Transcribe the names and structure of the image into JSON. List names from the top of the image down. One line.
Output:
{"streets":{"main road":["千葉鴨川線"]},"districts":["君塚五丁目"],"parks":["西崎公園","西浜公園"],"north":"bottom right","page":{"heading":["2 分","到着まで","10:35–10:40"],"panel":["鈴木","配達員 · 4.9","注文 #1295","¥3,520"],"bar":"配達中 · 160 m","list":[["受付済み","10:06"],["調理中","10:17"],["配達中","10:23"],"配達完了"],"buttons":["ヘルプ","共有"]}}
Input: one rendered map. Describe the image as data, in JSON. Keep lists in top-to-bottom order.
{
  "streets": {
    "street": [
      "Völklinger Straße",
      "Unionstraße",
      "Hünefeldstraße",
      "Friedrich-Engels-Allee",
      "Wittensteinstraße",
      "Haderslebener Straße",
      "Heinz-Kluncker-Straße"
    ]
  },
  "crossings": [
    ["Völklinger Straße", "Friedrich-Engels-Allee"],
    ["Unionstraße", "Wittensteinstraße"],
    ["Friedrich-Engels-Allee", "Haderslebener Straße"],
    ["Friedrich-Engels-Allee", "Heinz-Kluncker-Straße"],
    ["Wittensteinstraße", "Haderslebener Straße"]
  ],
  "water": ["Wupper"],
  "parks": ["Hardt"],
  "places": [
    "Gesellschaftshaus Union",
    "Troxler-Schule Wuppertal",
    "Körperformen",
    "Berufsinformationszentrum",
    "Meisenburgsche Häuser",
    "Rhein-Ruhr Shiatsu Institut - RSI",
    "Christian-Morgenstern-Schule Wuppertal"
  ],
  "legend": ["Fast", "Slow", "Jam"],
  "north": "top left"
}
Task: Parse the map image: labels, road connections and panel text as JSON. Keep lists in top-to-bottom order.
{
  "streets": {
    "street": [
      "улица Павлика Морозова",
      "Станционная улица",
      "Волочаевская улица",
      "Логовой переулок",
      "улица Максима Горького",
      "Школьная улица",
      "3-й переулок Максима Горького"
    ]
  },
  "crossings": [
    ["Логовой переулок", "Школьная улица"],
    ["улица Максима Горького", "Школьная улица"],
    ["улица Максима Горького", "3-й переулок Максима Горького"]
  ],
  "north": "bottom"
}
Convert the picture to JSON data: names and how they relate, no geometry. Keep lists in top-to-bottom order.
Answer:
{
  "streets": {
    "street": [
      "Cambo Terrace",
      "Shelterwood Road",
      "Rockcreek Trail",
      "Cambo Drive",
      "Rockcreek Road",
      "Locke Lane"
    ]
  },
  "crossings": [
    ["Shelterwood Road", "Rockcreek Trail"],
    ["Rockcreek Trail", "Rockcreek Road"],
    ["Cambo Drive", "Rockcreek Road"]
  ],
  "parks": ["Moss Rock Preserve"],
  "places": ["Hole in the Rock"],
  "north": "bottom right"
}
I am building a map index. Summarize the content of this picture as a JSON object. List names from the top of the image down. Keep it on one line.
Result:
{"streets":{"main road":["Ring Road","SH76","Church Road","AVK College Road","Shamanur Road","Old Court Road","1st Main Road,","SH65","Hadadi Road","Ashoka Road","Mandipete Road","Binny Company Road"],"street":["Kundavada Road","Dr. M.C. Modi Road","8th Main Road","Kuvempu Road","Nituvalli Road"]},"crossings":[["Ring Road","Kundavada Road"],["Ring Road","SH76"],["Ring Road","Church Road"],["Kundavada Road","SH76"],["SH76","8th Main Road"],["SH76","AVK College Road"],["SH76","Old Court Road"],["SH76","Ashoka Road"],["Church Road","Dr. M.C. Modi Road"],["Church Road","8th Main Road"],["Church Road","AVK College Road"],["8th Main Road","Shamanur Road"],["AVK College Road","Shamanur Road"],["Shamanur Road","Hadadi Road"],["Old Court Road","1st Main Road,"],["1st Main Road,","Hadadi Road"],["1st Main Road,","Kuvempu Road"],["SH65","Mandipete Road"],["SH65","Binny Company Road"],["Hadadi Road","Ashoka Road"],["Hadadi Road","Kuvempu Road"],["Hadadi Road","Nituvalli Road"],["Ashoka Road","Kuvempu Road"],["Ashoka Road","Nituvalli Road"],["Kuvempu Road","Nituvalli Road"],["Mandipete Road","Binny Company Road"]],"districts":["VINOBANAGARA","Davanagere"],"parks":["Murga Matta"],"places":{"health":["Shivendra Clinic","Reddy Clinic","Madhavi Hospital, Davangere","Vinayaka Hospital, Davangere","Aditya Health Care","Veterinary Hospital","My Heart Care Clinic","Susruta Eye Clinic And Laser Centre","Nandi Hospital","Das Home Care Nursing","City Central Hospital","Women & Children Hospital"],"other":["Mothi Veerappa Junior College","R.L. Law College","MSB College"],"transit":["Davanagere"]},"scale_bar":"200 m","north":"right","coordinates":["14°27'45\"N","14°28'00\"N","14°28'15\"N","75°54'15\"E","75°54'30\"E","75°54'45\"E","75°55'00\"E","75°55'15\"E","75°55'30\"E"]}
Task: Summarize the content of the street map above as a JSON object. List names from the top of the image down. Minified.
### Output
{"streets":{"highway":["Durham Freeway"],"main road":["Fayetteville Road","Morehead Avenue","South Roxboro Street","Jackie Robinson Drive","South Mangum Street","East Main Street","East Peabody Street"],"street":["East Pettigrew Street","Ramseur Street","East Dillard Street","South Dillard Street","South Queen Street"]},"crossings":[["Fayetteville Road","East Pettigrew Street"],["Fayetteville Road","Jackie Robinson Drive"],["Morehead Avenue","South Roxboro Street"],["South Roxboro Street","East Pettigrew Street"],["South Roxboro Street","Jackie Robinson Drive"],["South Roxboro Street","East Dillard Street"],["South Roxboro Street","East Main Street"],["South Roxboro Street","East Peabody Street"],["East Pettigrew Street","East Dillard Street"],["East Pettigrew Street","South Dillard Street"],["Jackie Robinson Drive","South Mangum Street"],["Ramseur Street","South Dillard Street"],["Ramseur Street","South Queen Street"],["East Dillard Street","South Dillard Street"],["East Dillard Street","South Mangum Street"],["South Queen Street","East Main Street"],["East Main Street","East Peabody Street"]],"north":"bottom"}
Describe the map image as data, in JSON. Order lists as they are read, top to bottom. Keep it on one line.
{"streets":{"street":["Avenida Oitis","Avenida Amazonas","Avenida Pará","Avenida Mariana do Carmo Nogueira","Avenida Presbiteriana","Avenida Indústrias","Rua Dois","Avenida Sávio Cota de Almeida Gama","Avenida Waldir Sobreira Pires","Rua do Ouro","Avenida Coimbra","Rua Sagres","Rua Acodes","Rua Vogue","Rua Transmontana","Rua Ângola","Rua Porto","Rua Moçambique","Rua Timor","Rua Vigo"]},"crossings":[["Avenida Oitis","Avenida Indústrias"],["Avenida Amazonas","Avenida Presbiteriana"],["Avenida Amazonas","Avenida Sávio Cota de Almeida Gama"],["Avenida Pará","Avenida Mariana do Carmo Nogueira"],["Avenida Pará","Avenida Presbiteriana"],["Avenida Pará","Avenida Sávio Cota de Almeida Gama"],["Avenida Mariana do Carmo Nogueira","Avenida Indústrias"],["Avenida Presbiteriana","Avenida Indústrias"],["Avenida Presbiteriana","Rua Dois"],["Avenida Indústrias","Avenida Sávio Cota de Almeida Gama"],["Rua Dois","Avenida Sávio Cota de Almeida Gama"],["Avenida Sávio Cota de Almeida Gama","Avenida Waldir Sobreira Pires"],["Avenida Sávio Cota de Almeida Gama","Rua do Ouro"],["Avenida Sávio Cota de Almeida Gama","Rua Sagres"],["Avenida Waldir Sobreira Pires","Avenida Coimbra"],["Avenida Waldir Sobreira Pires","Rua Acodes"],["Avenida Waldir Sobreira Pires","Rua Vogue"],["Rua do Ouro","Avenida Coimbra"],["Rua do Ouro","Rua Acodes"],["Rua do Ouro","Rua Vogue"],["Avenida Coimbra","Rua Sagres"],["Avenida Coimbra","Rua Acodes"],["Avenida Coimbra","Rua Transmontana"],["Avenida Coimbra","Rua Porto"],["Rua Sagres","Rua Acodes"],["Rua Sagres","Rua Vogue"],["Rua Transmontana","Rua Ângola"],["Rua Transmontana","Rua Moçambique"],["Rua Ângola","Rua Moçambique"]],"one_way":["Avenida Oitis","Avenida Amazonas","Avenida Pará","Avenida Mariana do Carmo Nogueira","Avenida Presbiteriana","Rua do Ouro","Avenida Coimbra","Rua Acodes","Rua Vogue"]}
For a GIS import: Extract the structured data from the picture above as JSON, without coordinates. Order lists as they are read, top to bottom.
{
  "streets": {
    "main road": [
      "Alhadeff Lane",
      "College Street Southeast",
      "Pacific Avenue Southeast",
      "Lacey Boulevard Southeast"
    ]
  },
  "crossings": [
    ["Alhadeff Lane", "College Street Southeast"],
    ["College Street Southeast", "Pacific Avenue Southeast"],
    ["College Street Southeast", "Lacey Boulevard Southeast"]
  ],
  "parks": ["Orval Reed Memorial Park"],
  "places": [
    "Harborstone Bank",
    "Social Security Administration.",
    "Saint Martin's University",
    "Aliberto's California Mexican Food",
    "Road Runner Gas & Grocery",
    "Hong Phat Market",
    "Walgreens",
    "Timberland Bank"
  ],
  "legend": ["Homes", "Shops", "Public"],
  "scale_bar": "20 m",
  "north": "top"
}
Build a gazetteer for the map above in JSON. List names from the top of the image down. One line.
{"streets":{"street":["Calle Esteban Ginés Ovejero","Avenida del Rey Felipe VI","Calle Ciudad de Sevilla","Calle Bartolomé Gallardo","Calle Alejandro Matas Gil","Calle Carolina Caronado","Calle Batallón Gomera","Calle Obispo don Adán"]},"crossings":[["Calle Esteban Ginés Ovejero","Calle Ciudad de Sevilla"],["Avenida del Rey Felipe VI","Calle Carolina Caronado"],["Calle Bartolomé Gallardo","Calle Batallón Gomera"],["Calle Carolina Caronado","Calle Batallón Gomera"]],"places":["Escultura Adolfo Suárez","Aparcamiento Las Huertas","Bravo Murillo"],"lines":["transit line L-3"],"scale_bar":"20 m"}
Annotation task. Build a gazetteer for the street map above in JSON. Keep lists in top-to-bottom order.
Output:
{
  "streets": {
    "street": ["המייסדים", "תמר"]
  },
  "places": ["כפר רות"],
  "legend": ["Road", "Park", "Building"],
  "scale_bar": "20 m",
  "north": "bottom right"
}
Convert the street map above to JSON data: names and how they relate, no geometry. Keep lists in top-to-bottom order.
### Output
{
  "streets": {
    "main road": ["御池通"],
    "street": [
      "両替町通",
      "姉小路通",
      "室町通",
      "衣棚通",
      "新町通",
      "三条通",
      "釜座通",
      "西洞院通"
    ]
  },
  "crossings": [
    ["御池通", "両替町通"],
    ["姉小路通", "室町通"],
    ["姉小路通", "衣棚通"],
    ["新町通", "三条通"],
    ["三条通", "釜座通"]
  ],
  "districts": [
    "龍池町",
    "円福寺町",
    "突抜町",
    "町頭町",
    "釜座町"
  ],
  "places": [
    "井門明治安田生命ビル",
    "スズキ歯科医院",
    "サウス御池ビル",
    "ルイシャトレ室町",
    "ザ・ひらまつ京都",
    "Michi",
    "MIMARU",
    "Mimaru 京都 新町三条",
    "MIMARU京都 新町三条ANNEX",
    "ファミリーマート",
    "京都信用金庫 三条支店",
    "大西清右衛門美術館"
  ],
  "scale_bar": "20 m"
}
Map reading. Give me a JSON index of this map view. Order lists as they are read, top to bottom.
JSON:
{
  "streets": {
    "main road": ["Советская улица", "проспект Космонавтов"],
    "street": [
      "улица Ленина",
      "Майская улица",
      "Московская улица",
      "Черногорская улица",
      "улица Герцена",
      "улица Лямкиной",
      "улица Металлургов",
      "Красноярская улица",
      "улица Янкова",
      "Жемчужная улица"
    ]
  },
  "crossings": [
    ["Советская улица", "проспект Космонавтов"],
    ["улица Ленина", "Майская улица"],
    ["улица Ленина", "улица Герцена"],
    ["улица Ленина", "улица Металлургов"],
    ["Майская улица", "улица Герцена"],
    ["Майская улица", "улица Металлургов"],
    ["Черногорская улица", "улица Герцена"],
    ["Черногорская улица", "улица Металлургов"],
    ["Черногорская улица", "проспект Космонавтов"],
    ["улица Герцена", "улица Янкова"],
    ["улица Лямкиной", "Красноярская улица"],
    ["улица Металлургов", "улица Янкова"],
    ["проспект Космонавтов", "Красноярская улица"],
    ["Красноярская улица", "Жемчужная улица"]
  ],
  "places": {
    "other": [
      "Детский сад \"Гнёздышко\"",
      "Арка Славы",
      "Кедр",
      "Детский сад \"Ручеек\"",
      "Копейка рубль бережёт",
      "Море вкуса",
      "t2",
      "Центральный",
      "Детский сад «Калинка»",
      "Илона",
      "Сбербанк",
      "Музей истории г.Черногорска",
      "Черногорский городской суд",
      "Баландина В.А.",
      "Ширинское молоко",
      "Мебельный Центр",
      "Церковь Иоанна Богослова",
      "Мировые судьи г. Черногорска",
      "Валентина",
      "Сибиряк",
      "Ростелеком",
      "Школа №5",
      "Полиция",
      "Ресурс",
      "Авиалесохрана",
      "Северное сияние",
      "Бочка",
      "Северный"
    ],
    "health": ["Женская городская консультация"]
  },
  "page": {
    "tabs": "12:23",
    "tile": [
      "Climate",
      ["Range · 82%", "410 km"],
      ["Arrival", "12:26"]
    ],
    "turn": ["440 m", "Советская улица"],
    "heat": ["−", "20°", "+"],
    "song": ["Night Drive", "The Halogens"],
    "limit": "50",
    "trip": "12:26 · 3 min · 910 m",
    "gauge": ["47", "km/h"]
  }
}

•••

## Work instructions
Show each line of the data that contains the string "Детский".

## Your solution
      "Детский сад \"Гнёздышко\"",
      "Детский сад \"Ручеек\"",
      "Детский сад «Калинка»",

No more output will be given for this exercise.